⟨
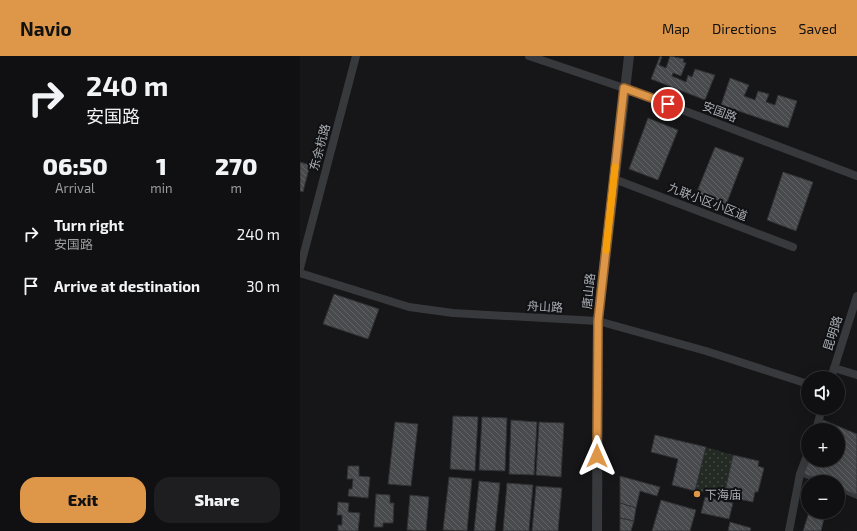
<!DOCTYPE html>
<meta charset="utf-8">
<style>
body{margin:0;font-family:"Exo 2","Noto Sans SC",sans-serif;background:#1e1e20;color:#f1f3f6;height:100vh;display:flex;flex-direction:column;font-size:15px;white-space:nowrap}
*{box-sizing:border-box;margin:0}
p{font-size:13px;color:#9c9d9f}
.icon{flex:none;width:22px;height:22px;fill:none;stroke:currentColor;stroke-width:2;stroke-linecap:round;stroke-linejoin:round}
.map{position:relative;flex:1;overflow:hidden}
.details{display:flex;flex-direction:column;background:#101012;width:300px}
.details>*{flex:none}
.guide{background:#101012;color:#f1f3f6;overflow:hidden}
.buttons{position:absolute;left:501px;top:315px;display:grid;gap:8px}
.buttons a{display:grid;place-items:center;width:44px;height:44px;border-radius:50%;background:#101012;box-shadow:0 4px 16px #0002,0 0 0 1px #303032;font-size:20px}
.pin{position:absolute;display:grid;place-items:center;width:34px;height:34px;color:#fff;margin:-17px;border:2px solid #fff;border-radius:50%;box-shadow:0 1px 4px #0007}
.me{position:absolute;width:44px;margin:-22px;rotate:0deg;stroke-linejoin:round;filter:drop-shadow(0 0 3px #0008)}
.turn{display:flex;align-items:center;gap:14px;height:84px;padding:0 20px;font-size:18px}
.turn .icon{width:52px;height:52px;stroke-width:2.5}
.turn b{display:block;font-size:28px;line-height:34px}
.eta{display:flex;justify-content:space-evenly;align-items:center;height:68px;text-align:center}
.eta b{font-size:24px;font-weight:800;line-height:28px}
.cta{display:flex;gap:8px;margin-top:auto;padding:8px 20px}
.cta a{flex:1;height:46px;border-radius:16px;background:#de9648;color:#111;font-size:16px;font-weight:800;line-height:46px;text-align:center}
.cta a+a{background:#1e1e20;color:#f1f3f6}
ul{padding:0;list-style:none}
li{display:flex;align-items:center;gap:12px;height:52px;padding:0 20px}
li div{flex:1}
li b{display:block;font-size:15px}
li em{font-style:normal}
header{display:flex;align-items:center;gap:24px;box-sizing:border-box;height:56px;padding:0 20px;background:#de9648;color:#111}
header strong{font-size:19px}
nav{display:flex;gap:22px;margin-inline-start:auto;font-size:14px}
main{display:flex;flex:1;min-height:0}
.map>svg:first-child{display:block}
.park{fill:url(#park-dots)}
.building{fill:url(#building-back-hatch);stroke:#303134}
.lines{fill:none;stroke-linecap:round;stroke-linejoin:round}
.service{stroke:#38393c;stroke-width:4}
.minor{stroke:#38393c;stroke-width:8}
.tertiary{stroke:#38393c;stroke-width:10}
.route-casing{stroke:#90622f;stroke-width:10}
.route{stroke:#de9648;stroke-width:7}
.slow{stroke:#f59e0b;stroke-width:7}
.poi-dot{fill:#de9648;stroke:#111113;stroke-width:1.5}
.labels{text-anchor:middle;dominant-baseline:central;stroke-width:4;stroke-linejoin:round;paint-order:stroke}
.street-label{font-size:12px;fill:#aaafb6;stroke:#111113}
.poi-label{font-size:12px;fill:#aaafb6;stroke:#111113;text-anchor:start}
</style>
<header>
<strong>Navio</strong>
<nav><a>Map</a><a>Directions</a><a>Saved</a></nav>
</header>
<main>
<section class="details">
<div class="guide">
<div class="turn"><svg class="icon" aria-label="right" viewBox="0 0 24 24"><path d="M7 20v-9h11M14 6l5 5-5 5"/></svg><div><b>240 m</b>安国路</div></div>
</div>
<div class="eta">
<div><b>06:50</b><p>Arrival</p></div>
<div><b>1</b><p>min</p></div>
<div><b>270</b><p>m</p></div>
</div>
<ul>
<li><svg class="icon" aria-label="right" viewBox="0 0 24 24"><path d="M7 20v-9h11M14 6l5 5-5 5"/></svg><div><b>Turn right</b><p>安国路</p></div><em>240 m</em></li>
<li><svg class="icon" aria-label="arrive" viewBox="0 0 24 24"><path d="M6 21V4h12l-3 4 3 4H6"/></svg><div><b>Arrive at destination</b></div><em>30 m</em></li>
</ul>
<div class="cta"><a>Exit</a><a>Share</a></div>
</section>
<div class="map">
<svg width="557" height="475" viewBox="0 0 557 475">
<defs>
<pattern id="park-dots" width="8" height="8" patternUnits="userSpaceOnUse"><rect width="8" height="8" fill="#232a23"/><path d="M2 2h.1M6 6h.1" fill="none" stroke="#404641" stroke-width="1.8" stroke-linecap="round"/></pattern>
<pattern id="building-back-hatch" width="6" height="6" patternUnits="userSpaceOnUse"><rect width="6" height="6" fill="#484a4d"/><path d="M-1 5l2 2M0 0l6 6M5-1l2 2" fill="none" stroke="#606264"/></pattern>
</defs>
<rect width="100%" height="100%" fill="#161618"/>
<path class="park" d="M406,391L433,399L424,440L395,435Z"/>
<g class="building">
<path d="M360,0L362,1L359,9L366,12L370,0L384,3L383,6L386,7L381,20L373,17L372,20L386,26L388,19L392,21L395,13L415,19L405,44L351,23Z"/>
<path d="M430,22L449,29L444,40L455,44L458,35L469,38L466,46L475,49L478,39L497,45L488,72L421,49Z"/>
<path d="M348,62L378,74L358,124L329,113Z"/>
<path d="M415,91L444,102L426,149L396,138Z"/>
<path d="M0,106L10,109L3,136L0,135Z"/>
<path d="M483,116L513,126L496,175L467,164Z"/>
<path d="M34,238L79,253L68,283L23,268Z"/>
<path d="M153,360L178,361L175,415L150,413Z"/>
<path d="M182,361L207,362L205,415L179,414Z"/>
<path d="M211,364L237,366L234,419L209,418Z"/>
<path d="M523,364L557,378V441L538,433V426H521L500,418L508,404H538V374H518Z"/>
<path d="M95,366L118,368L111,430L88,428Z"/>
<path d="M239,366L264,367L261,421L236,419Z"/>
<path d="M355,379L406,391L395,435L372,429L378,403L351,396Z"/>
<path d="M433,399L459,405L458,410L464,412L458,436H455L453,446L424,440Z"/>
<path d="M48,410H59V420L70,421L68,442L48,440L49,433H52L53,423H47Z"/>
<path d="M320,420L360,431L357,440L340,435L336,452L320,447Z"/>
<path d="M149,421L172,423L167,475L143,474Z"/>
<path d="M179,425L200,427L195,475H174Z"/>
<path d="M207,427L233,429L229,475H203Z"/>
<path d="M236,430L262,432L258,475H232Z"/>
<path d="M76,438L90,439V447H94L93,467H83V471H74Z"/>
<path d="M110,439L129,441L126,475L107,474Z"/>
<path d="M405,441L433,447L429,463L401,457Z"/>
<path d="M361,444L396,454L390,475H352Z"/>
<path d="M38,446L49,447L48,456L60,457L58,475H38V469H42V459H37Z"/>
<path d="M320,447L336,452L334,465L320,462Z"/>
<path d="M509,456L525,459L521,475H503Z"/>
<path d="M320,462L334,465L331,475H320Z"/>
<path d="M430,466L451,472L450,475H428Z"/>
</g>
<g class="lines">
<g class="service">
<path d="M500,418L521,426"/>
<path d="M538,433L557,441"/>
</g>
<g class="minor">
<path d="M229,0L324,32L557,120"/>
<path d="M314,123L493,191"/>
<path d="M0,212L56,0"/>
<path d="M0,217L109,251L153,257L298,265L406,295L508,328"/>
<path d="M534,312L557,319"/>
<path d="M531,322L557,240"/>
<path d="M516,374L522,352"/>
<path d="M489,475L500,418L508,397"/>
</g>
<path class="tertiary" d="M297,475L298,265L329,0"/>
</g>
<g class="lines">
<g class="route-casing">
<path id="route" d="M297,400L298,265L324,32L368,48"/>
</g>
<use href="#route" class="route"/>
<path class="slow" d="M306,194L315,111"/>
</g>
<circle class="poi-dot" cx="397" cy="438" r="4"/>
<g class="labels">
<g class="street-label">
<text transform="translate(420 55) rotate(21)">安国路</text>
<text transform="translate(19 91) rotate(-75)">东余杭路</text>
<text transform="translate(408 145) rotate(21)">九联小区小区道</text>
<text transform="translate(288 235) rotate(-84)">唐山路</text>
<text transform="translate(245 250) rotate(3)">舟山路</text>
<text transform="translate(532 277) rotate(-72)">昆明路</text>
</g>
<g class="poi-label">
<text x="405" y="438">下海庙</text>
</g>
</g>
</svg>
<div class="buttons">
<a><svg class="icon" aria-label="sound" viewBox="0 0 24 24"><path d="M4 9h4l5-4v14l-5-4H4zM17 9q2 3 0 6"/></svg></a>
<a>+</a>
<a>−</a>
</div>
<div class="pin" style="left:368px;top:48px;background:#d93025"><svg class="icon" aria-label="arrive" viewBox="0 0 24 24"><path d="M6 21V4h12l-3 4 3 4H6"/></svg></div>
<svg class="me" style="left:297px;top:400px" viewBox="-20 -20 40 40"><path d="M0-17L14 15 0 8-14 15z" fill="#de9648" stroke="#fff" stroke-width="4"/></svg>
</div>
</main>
⟩
### Work instruction
For the records above, state the number of lines that contain "grid", and provide nothing further.

### Exercise output
3